No argument here, I've lost count of the number of times I've dunked a canoe. Only once in a SOT kayak. 


Posted using Outdoor Hub Campfire


----------



## Bubbagon (Mar 8, 2010)

"Tippyness" is a function of hull design. There are kayaks that flip very easily, and the same for canoes. There are super stable kayaks and super stable canoes.
Most recreational canoes are REALLY easy to stand in....REALLY easy. By design they are typically have a wide, flat bottom. And your center of gravity, while standing, is lower in a canoe than on a sit on top kayak.

My point? Don't make your choice thinking one is going to be more stable than the other. Figure out if you want a kayak or canoe, then find the most stable in that category.


----------



## capt j-rod (Feb 14, 2008)

Okay, I am with the canoe votes. Weight is the only drawback. I use an old Grumman sport boat / canoe. We camp out of it and it hauls an awesome 1000+# payload. Flat back transom carries a 4.5hp yamaha and it will cruise around 10mph loaded. It has oarlocks for rowing, it paddles well, and tracks awesome thanks to the keel. They are hard to find but worth the hunt! The boat is 15.5 ft long, and about 100# empty. You can literally stand up and not get wet. It it truly the swiss army knife of the small boats.


----------



## StuckAtHome (Apr 29, 2004)

Not much to add, just got home from 4 day pool tourney, haven't had time to look here.

What he said ! I've said this a million times, hull shape is the most important factor, decide where you're going to use it most, moving or flat, then look canoe or kayak, like bubba said, you can't compare kayak to canoe for stability, it's hull! Wind sucks in the canoe, badly.it's never at your back, always in your face the last two miles, always from the side when trying to fish. But a absolutely love mine! It fits a purpose, bring a bunch of gear, overnight, bring the lab, much more like traveling in style. If I want to fish moving water, can't beat a kayak, or the coosa. Both I can stand, do class 3 white water, but aren't nearly at home on flat water, both have more rocker than most boats, big sails equal no fun...
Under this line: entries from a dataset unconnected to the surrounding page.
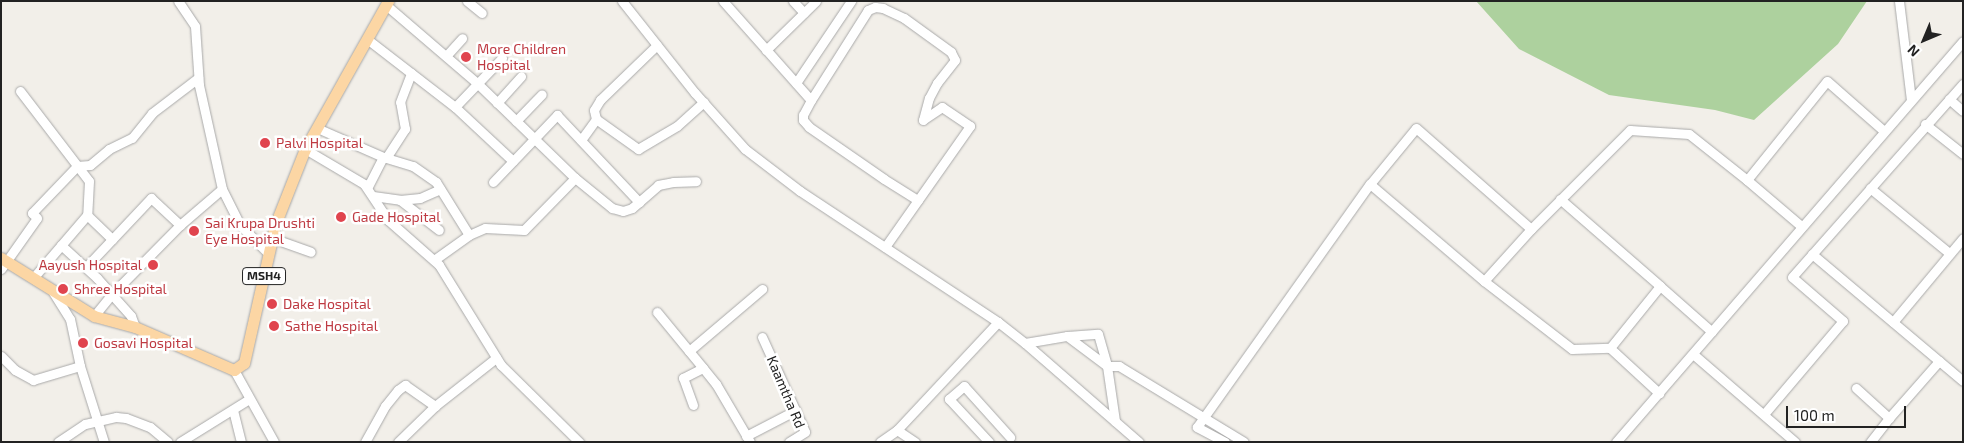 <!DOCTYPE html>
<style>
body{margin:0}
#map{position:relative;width:1964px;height:443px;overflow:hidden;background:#f2efe9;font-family:"Exo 2",sans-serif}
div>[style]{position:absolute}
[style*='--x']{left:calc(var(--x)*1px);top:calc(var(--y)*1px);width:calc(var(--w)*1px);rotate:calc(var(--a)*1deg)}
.forest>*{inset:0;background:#add19e}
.roads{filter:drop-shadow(0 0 1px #a9a9a9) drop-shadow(0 0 1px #a9a9a9)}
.minor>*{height:9px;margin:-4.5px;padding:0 4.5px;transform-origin:4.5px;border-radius:4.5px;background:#fff}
.major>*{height:11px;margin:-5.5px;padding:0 5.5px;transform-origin:5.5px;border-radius:5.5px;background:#fcd6a4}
.dots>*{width:14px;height:14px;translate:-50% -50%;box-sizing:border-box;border:2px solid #fff;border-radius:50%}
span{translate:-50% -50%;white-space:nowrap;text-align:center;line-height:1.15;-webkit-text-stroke:5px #fff;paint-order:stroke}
.shield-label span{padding:1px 4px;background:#fff;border:1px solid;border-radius:4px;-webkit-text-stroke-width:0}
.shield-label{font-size:12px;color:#222;font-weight:700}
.health-label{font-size:14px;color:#be3a42}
.left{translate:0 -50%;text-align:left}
.right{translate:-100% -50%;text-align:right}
.street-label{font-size:14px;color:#222}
.frame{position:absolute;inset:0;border:2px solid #222;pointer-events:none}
.north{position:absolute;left:1899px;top:15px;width:50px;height:50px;-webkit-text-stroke:4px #fff;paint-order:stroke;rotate:225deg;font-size:14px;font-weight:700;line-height:20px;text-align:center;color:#222}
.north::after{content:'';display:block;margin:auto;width:18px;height:22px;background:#222;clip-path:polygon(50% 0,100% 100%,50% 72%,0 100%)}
.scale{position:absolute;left:1786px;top:406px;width:120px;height:22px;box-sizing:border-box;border:2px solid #222;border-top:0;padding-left:6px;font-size:15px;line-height:18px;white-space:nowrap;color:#222;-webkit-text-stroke:4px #fff;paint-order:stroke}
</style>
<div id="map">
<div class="forest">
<i style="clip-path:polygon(1476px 1px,1867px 1px,1838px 44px,1754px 120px,1715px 110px,1609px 95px,1519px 49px)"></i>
</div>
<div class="roads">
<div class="minor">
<i style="--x:467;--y:1;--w:19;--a:39"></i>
<i style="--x:622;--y:1;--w:117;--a:51.6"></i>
<i style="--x:695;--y:93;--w:75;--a:48.2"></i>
<i style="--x:745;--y:149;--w:69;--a:37.4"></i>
<i style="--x:800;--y:191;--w:237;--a:33.5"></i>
<i style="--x:998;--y:322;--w:34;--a:38"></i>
<i style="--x:1025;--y:343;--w:151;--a:41"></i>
<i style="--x:723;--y:1;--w:132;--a:48.4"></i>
<i style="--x:793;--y:1;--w:16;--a:47"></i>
<i style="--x:1899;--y:1;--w:100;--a:83.1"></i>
<i style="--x:386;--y:5;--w:120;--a:40.6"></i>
<i style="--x:477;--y:83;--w:136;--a:44.1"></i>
<i style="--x:575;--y:178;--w:48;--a:39"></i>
<i style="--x:612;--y:208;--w:11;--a:15"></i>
<i style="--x:623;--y:211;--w:9;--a:-18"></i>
<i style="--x:632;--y:208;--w:35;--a:-41"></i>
<i style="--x:658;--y:185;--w:15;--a:-11"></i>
<i style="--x:673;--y:182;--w:23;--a:-2"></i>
<i style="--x:367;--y:39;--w:111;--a:37.7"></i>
<i style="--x:455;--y:107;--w:68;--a:-46.2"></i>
<i style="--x:766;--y:50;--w:70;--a:-44.4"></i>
<i style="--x:446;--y:56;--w:24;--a:-48"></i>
<i style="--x:796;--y:83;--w:99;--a:-56.1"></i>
<i style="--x:20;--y:91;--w:113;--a:52.5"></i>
<i style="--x:89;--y:181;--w:34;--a:93"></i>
<i style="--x:1949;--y:99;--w:18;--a:41"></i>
<i style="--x:497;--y:103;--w:36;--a:-48"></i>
<i style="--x:455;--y:107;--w:79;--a:43"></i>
<i style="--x:596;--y:119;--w:9;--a:-103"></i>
<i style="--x:594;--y:110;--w:12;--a:-59"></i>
<i style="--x:600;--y:100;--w:79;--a:-44"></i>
<i style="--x:516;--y:121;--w:37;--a:-46"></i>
<i style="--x:1925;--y:124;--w:48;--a:38.3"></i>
<i style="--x:317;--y:128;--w:72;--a:23.7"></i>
<i style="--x:383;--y:157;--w:34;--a:117"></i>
<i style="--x:581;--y:140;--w:26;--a:-54"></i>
<i style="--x:596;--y:119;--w:52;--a:35.5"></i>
<i style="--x:638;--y:149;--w:45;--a:-30.5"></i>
<i style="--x:677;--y:126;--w:36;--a:-42"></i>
<i style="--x:305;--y:149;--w:69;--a:30.7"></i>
<i style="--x:364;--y:184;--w:43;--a:56.3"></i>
<i style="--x:388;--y:220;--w:68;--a:41.4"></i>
<i style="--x:439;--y:265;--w:118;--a:58.2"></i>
<i style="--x:501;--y:365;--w:110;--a:44.6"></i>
<i style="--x:383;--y:157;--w:31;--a:17"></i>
<i style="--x:413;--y:166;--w:28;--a:35"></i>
<i style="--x:436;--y:182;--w:62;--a:58.1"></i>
<i style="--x:386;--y:158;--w:35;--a:-57"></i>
<i style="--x:405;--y:129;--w:27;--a:-100"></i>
<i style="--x:400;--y:102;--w:31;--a:-69"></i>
<i style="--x:1747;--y:180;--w:71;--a:40.4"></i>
<i style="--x:493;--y:182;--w:93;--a:-46.3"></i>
<i style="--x:557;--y:115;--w:120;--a:46.7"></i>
<i style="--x:1370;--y:184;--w:150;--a:40.4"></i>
<i style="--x:1484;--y:281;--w:111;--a:37.7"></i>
<i style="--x:1572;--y:349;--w:38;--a:-2"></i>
<i style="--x:1610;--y:348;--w:67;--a:42.6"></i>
<i style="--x:1870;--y:188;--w:102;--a:39.4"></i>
<i style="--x:222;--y:189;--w:40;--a:63.4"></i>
<i style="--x:240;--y:225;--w:41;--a:45"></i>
<i style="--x:373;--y:196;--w:27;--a:8"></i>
<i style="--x:400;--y:200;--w:49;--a:37.6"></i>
<i style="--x:1560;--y:199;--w:133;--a:41"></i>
<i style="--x:1660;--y:286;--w:80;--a:128.9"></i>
<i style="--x:400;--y:200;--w:20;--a:-6"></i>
<i style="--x:420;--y:198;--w:22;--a:-24"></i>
<i style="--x:1531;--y:229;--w:140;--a:-45"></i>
<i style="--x:1630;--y:130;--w:59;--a:3.9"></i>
<i style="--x:1689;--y:134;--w:74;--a:38.4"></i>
<i style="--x:1747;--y:180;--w:127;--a:-51.1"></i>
<i style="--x:1827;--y:81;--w:76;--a:41.3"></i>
<i style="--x:272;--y:238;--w:41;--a:19.7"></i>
<i style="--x:61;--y:245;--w:49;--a:42.5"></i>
<i style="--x:97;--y:278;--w:51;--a:48.2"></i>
<i style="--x:131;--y:316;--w:12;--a:70"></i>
<i style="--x:885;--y:247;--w:148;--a:-54.9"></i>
<i style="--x:970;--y:126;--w:34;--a:-146"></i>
<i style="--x:942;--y:107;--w:23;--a:146"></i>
<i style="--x:923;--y:120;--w:23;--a:-75"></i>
<i style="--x:929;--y:98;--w:17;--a:-62"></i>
<i style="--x:937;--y:83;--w:29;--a:-52"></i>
<i style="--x:955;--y:60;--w:9;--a:-117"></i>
<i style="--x:951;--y:52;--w:58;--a:-144.1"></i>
<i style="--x:904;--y:18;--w:23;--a:-155"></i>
<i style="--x:883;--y:8;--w:8;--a:-173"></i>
<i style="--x:875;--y:7;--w:8;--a:157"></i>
<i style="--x:868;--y:10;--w:107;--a:122.3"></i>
<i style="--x:811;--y:100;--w:17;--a:118"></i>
<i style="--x:803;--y:115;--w:5;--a:90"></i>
<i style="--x:803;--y:120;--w:9;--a:49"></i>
<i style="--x:809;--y:127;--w:91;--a:34.7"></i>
<i style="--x:884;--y:179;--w:40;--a:32"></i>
<i style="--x:1812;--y:254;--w:197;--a:40.1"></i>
<i style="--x:434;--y:260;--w:43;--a:-35.5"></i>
<i style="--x:469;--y:235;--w:17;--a:-24"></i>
<i style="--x:485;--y:228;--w:39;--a:3"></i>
<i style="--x:524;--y:230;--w:73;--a:-45.6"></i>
<i style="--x:86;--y:267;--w:95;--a:-46.7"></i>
<i style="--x:151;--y:198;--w:40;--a:43"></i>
<i style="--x:1;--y:269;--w:62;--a:-54.8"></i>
<i style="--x:37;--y:218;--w:7;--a:-135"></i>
<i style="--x:32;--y:213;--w:65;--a:-46.2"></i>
<i style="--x:77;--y:166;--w:13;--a:-4"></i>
<i style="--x:90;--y:165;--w:25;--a:-40"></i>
<i style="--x:109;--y:149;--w:25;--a:-26"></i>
<i style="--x:132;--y:138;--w:32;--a:-51"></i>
<i style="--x:152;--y:113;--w:58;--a:-37.3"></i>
<i style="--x:33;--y:278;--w:83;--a:-49.4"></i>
<i style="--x:87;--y:215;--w:35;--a:44"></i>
<i style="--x:1660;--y:286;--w:69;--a:41.5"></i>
<i style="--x:53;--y:292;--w:32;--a:58"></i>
<i style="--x:70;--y:319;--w:48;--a:78"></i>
<i style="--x:80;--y:366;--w:80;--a:72.5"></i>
<i style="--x:657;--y:312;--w:72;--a:50.6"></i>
<i style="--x:94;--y:316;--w:28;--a:-51"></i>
<i style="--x:112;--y:294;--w:97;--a:-45.4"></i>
<i style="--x:180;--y:225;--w:55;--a:-40.6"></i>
<i style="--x:222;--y:189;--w:107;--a:-102.5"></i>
<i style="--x:199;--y:85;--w:59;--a:-93.9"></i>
<i style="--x:195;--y:26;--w:30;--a:-124"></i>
<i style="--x:1893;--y:322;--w:109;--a:-50.2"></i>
<i style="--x:1067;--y:336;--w:50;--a:36.9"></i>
<i style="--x:1107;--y:366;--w:12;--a:0"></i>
<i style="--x:1119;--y:366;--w:146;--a:31.3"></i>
<i style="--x:762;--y:337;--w:104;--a:65.6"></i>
<i style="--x:805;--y:432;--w:19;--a:148"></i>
<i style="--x:1025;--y:343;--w:43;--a:-9.5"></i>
<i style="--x:1067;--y:336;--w:31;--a:-4"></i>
<i style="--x:1098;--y:334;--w:33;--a:74"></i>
<i style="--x:1107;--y:366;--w:56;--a:81.7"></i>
<i style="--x:689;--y:351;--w:96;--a:-40.3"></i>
<i style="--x:1693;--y:354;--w:135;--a:40.8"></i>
<i style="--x:1;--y:356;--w:20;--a:45"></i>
<i style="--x:15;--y:370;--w:21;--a:29"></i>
<i style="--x:33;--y:380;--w:49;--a:-16.6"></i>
<i style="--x:234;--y:370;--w:82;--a:60.9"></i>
<i style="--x:1856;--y:388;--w:45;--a:42.3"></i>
<i style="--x:1889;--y:418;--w:31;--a:128"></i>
<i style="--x:693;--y:405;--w:29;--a:-110"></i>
<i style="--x:683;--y:378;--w:22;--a:-27"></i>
<i style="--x:703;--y:368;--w:21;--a:51"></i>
<i style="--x:716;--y:384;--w:67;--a:59.6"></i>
<i style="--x:233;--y:410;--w:33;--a:76"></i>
<i style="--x:1764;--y:414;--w:122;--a:-49.7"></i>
<i style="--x:1843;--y:321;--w:67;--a:-139.2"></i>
<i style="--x:1792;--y:277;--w:258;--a:-48.5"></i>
<i style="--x:1889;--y:418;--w:76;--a:-48.7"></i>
<i style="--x:897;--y:430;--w:148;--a:-46.9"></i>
<i style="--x:746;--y:436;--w:56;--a:-27.5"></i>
<i style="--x:58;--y:442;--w:32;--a:-34"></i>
<i style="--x:85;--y:424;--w:32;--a:-13"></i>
<i style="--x:116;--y:417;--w:10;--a:6"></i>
<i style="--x:126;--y:418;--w:26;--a:21"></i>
<i style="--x:150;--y:427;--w:23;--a:40"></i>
<i style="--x:180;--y:442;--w:81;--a:-31.9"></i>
<i style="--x:365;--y:442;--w:41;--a:-60.9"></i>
<i style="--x:385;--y:406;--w:21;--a:-51"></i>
<i style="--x:398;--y:390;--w:9;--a:-36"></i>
<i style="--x:405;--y:385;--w:37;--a:35"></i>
<i style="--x:398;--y:442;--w:52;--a:-44.2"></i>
<i style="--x:435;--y:406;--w:78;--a:-38.2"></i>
<i style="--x:880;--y:442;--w:21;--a:-35"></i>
<i style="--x:897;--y:430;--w:22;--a:34"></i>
<i style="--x:989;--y:442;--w:59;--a:-132.9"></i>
<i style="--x:949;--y:399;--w:20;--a:-41"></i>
<i style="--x:964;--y:386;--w:69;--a:48"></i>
<i style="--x:1225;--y:442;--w:32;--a:-152"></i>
<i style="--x:1197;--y:427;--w:298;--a:-54.6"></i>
<i style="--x:1370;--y:184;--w:72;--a:-50.6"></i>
<i style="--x:1416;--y:128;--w:153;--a:41.3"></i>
<i style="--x:1531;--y:229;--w:70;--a:132.1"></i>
<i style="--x:1616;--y:442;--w:530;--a:-49.13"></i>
</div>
<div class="major">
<i style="--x:1;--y:258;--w:110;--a:31.9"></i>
<i style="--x:94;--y:316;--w:42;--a:15"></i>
<i style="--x:135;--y:327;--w:108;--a:23.5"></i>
<i style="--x:234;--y:370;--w:12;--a:-35"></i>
<i style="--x:244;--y:363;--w:141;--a:-77.3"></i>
<i style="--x:275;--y:225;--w:82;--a:-68.5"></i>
<i style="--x:305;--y:149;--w:170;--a:-60.7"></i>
</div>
</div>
<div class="dots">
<i style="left:466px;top:57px;background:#e0444e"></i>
<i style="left:265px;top:143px;background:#e0444e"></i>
<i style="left:341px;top:217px;background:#e0444e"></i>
<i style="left:194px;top:231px;background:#e0444e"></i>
<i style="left:153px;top:265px;background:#e0444e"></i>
<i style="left:63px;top:289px;background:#e0444e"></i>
<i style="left:272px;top:304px;background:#e0444e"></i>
<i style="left:274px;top:326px;background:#e0444e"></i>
<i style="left:83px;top:343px;background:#e0444e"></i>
</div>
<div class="shield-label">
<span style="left:264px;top:276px">MSH4</span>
</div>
<div class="health-label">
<span class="left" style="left:477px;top:57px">More Children<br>Hospital</span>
<span class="left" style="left:276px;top:143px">Palvi Hospital</span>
<span class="left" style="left:352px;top:217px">Gade Hospital</span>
<span class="left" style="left:205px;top:231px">Sai Krupa Drushti<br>Eye Hospital</span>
<span class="right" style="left:142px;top:265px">Aayush Hospital</span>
<span class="left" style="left:74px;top:289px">Shree Hospital</span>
<span class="left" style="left:283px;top:304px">Dake Hospital</span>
<span class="left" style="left:285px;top:326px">Sathe Hospital</span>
<span class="left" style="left:94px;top:343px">Gosavi Hospital</span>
</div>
<div class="street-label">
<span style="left:786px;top:392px;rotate:67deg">Kaamtha Rd</span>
</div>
<div class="frame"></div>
<div class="north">N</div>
<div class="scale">100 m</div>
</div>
posted using Outdoor Hub Campfire


----------



## allwayzfishin (Apr 30, 2008)

I had a mad river 14 and I loved it. I rigged a trolling motor mount, ran a 40lb thrust or a 2hp evinrude off it. That rig caught me alot of fish and took me into places Ive never been before. I should have never sold it. Now, I just bought a ocean kayak trident 11 angler recently. This is my first yak so I cant comment on it yet. Hope it lives up to the hype since it was double the price of the mad river canoe.


----------



## Photog (Jun 18, 2010)

I have an Old Town and I love it.
When I am trying to fish in a yak I feel way too confined. I like having all my gear and at least one of my kids along for a float. I also like sitting up and out of the water. it just feels better. Wind can suck. I have only tipped over a kayak.

These are my personal feelings and if a yak guy would tell me why they prefer a yak I would completely respect their opinion because everyone is different...


----------